Our study focuses on the birth, development, and integration of the Finnish community on Sugar Island, Michigan. 

Sugar Island is an island located in the St. Mary’s River, which is the waterway by which Lake Superior, the largest freshwater lake in the Western Hemisphere, empties into the other Great Lakes and, ultimately, down the St. Lawrence River and into the Atlantic Ocean.  There is a stretch of rapids on the St. Mary’s River, which the colonial French named Sault Ste. Marie. The settlement of Sault Ste. Marie, located at these rapids, dates its founding to 1668, when two French missionaries, Jacques Marquette and Claude Dablon, established a Jesuit mission at this site. Of course, French traders and indigenous people had visited the site earlier. The international border between the United States and Canada runs right down the St. Mary’s River. Presently, the American city of Sault St. Marie, on the Michigan side of the border, has approximately 13,000 residents. The Canadian city of Sault Ste. Marie, Ontario, has approximately 73,000 residents. There are still rapids at Sault Ste. Marie today, but this stretch of river is dominated by a system of locks that allow large ships to navigate into and out of Lake Superior. Here, at the locks, the water level drops about 6.5 meters over a 1.2-kilometer stretch of river.  

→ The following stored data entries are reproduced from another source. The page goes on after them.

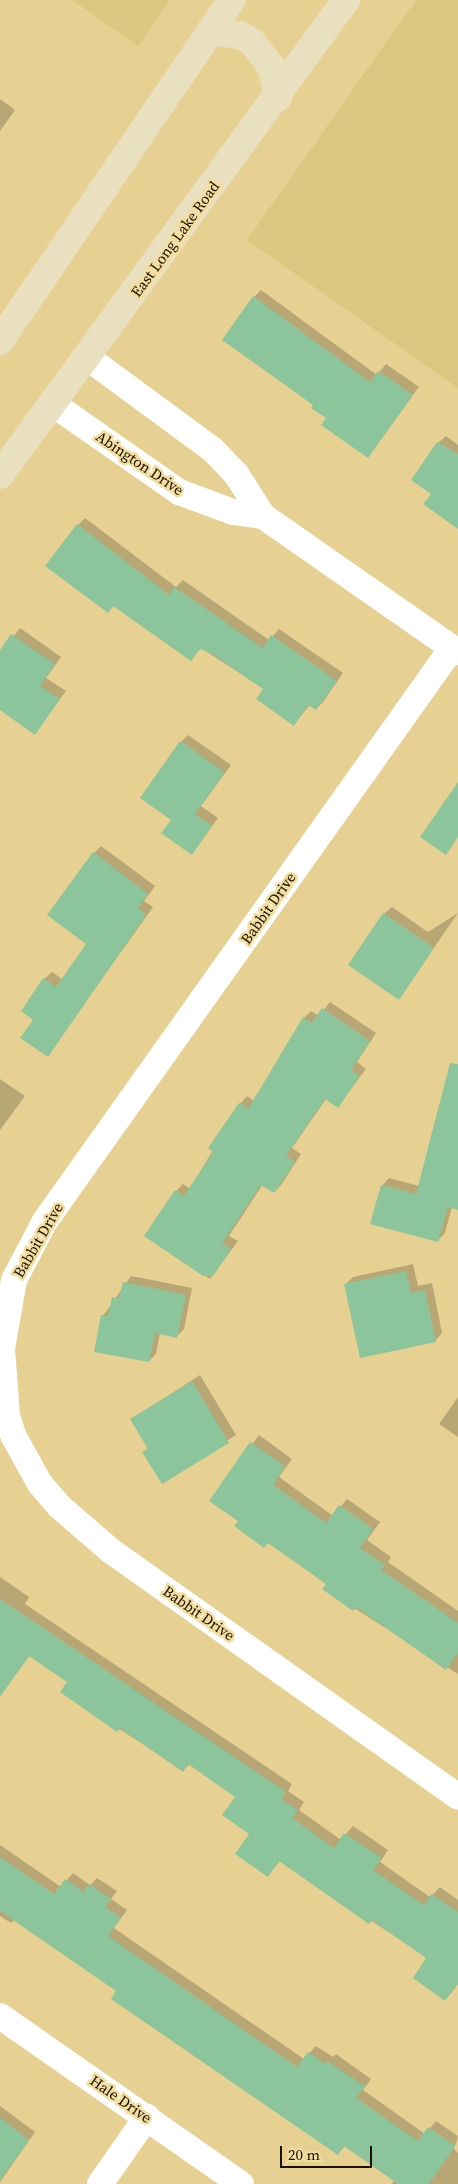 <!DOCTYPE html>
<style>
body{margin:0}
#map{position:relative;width:458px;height:2184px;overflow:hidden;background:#e6d193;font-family:"Source Serif 4",serif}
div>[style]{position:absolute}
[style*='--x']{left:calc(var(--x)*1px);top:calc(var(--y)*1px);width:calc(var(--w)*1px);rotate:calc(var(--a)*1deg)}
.built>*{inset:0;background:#ddc680}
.shadow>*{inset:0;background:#0003}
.building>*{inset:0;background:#8cc49b}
.minor>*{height:26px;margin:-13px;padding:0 13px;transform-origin:13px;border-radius:13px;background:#fff}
.secondary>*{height:28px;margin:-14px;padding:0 14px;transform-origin:14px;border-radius:14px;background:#e9e0c0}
span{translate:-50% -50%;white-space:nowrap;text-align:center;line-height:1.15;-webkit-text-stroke:5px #f3dea0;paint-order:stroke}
.street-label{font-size:15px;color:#191200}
.scale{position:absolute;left:280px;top:2146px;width:92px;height:22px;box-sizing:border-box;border:2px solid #191200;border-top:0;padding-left:6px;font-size:15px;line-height:18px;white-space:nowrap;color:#191200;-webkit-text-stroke:4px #f3dea0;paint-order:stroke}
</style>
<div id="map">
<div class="built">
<div style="clip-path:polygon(72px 0,170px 0,138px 46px)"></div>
<div style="clip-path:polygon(416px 0,458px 0,458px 388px,247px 240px)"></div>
</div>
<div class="shadow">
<div style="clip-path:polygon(0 99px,15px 110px,0 131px)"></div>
<div style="clip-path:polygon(261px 290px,377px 375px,386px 364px,419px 387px,368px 456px,315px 404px,254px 297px)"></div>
<div style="clip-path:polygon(446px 436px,458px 445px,458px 528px,432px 493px,438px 443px)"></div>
<div style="clip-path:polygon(85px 518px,176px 587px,183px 580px,269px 640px,279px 629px,343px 673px,323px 702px,316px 709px,310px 705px,294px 724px,264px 689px,201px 648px,191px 659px,114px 605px,108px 612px,78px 525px)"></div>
<div style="clip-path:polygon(20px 628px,61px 657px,46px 678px,66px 691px,34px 733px,0 709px,0 653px)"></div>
<div style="clip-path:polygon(188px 735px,231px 765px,201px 806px,218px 818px,192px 853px,181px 742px)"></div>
<div style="clip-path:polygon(101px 846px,155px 886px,144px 901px,153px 907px,47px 1056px,35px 1020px,44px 979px,52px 972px,62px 979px,87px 944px,94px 853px)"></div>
<div style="clip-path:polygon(392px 907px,428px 932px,458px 913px,399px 998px,384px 914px)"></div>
<div style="clip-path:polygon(330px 1002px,376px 1033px,357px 1062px,366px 1069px,338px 1106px,326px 1099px,292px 1148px,301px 1154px,281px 1185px,274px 1192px,263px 1184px,229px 1236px,238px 1241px,210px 1279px,145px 1235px,176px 1191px,183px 1184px,190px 1189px,240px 1104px,247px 1096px,254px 1101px,304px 1018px,311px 1011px,319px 1016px)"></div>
<div style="clip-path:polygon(0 1079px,25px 1096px,0 1130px)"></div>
<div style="clip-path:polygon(458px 1097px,458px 1208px,452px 1207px,445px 1233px,438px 1240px,382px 1186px,389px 1178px,419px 1186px)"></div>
<div style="clip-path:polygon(413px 1264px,418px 1286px,432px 1283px,442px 1333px,435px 1341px,346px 1284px,353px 1277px)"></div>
<div style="clip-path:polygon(131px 1276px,192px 1288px,184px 1329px,177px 1336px,160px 1333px,156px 1354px,149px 1361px,103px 1316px)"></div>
<div style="clip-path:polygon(200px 1375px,236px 1435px,163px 1482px,144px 1452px,149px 1447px,132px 1419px)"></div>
<div style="clip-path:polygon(458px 1397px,458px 1437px,439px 1424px)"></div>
<div style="clip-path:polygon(259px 1435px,292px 1459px,279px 1477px,333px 1516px,347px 1499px,380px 1522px,367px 1540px,391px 1557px,388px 1562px,458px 1611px,458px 1674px,324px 1589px,328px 1583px,211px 1500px)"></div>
<div style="clip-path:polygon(0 1577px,29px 1597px,25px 1604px,292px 1784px,288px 1791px,304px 1802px,299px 1810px,341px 1840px,353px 1826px,388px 1850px,380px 1862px,430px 1897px,440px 1887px,458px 1900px,458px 1984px,452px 1992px,445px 2000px,428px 1958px,280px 1861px,268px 1875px,237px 1796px,190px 1764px,183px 1770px,62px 1692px,68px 1682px,30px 1655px,5px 1688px,0 1685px)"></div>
<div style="clip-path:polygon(0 1845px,61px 1887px,73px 1873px,90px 1885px,97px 1878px,117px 1891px,111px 1899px,127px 1910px,114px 1928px,304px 2059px,316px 2046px,333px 2057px,336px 2054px,371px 2079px,363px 2090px,425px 2134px,436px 2121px,458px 2136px,454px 2149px,458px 2153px,458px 2184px,392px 2184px,394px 2179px,345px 2146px,338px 2153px,118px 1991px,15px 1919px,11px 1923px,0 1916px)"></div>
<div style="clip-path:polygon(0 2106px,35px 2132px,0 2182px)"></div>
</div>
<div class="building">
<div style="clip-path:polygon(253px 296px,370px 382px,378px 371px,413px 395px,368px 458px,321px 425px,326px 418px,311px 408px,313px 405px,222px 340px)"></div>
<div style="clip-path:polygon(437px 442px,458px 454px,458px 529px,423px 504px,431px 494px,411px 480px)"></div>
<div style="clip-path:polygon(77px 524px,169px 595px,174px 587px,263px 648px,271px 635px,337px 681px,316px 710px,308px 705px,294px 726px,256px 699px,263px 689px,212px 654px,200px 649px,191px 661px,113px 606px,108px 613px,45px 566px)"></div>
<div style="clip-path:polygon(11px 634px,55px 664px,40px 686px,60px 699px,35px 735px,0 710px,0 650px)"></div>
<div style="clip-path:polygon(180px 741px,225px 772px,195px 814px,212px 826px,192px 855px,161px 833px,171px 820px,140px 798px)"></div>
<div style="clip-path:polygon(458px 782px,458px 837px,446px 855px,420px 837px)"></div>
<div style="clip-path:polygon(93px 852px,148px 894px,138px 908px,146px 915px,48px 1057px,20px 1038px,33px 1020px,21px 1011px,43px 978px,56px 987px,86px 944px,47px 915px)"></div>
<div style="clip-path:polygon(383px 913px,434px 948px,399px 1000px,348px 965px)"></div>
<div style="clip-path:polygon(322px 1008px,370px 1041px,351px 1070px,360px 1076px,338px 1108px,325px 1099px,286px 1156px,295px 1162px,274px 1193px,261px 1185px,222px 1243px,231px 1249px,213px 1276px,203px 1276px,144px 1236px,175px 1190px,184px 1196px,213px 1152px,208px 1148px,239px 1103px,248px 1109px,303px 1017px,312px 1023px)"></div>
<div style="clip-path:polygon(450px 1063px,458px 1064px,458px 1210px,448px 1207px,438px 1242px,370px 1224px,381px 1185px,416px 1194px)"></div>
<div style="clip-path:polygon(406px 1271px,411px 1293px,425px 1290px,436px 1342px,360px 1358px,344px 1284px)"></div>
<div style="clip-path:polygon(123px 1282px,186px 1295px,177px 1338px,155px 1333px,149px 1362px,94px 1352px,101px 1315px,108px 1316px,112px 1297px,119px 1298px)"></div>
<div style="clip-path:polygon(192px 1381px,229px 1443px,162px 1484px,142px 1452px,148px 1449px,130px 1419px)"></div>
<div style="clip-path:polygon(250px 1442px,285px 1466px,273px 1485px,326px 1523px,339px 1505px,373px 1529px,360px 1548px,385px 1565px,381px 1570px,458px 1623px,458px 1653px,446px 1670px,356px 1607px,353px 1611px,322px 1589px,326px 1584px,268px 1543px,264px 1548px,234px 1526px,238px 1521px,209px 1501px)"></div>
<div style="clip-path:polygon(0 1599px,286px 1792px,281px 1799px,298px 1810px,292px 1818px,334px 1848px,344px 1833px,382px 1858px,373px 1870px,424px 1905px,431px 1894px,458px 1912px,458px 1983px,445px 2001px,413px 1978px,426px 1958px,372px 1920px,369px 1924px,279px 1861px,268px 1877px,235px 1854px,249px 1834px,222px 1815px,235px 1797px,188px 1764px,183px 1772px,120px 1728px,117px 1732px,60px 1692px,67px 1682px,29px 1656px,0 1697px)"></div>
<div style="clip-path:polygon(0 1857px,54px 1894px,65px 1879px,84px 1892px,89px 1884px,111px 1899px,105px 1907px,121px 1918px,108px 1936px,297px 2067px,308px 2052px,325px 2064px,327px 2061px,365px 2086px,356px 2098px,418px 2141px,428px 2127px,455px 2146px,429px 2184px,398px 2184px,344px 2146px,338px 2155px,111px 1999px,116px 1991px,0 1911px)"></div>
<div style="clip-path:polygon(0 2118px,29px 2140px,0 2180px)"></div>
</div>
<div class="minor">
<div style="--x:88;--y:358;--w:154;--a:36.3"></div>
<div style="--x:212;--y:449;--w:35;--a:46"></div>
<div style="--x:236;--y:474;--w:50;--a:57.3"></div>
<div style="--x:263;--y:516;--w:238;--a:34.9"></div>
<div style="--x:53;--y:404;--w:154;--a:34.9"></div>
<div style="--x:179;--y:492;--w:58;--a:20.3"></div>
<div style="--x:233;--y:512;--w:30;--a:8"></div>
<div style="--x:452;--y:648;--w:703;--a:125.39"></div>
<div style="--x:45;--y:1221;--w:67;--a:117.7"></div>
<div style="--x:14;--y:1280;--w:70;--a:99.9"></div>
<div style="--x:2;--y:1349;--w:67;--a:85.7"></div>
<div style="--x:7;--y:1416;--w:22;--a:72"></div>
<div style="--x:14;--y:1437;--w:54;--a:61"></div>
<div style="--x:40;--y:1484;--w:30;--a:49"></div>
<div style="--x:60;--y:1507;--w:67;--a:40.8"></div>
<div style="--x:111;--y:1551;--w:425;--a:35.3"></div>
<div style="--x:0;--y:2016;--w:294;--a:34.9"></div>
<div style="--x:100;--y:2184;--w:82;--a:-55"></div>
</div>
<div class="secondary">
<div style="--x:210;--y:31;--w:30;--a:8"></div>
<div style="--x:240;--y:35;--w:14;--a:30"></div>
<div style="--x:252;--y:42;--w:31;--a:52"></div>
<div style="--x:271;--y:66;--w:32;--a:77"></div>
<div style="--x:0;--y:341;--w:412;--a:-55.8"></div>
<div style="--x:0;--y:475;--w:588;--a:-53.93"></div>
</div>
<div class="street-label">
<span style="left:175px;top:239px;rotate:-54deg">East Long Lake Road</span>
<span style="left:140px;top:463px;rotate:34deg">Abington Drive</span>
<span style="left:268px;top:908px;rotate:-55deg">Babbit Drive</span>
<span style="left:38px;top:1240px;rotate:-60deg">Babbit Drive</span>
<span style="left:199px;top:1613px;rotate:35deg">Babbit Drive</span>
<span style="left:121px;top:2099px;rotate:35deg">Hale Drive</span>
</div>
<div class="scale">20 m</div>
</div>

Just south of the locks is Sugar Island, which is a township in Chippewa County, Michigan, the same county to which Sault Ste. Marie, Michigan, belongs.  The island is approximately 26 kilometers (16 miles) long north to south and 13 kilometers (eight miles) east-to-west at its widest point. According to the 2010 census, it is home to approximately 700 permanent inhabitants and several hundred seasonal residents. 

Sugar Island was part of a much broader territory occupied by the Chippewa (Ojibway) Indians.  Historically, bands of Chippewa Indians hunted, fished, and lived around the Great Lakes in lands that are now part of the states of Michigan, Wisconsin, and Minnesota, and the Canadian provinces of Ontario, Manitoba, and western Quebec.  The name of the island possibly comes from the Chippewa word Sisibakwato Miniss, Sugartree Island.” 

First Finns in Michigan

The first Finns in Michigan arrived in the 1860s, but significant immigration started in the 1880s. By 1920, the number of Finns in Michigan was 30,036 and, by 1940, the total Finnish population was 74,229, of whom 27,022 were foreignborn and 47,207 were nativeborn, according to the United States Census. In the early twentieth century, most of these Finns were living in  in Copper Country, which is an area on the south shore of Lake Superior that includes the Keweenaw Peninsula and the land surrounding the base of the peninsula. Many of the Finns worked in the copper mines here. In addition to the mining industry, they worked in the forestry, fishing, and railroad industries. The first Finns to the Sault Ste. Marie area in the 1880s found work in the nearby lock. In later years, some Finns found work in the hydropower complex beside the locks. 

Sugar Island and Finnssugar island michigan finnish

Frank Aaltonen was most likely the first Finn to move to Sugar Island.  He moved there in 1916 and purchased land from the Chippewa Indians and started farming. According to the Federal census returns, most of the Finns living on Sugar Island in 1930 had left Finland between 1910 and 1911. Thus, they did not come directly to Sugar Island, but tried first to find a living elsewhere in the United States and Canada. The Finnish population on the island grew rapidly.  The 1920 Federal census, which is only four years after Aaltonen arrived, shows total Finnish population as 102. Of these, 53 were born in Finland. While many of people living on Sugar Island were born in Michigan, some came via Canada, Minnesota, and one, Carl Lindburg (Kalle Lindberg), from Australia. By 1930 the number of Finnish-born residents had increased to 85 and the total number of people with roots to Finland was already 135. By 1940 their numbers had increased to 148, of whom 119 were born in Finland.3 Perhaps the reputation of Sugar Island as a good place to live was attracting people directly from the home country The U.S. authorities set up a quota of 529 Finnish immigrants per year in 1929, which may later have affected migration to Sugar Island.

Further Reading 

Arbic, Bernard. Sugar Island Sampler. Allegan Forest, MI: The Priscilla Press, 2011 (orig. 1992).

Holmio, Armas K. E. History of the Finns in Michigan. Hancock: Finlandia University Press, 2001.

Kaunonen, Gary. Finns in Michigan. East Lansing: Michigan State University Press, 2009.

Kostiainen, Auvo (ed.). Finns in the United States: A History of Settlement, Dissent, and Integratio. East Lansing: Michigan State University Press, 2014.

Swanson, Allan A.  Sokeri Saari: The Finnish Community on Sugar Island. Sugar Island: The Sugar Island Historical society, 2005.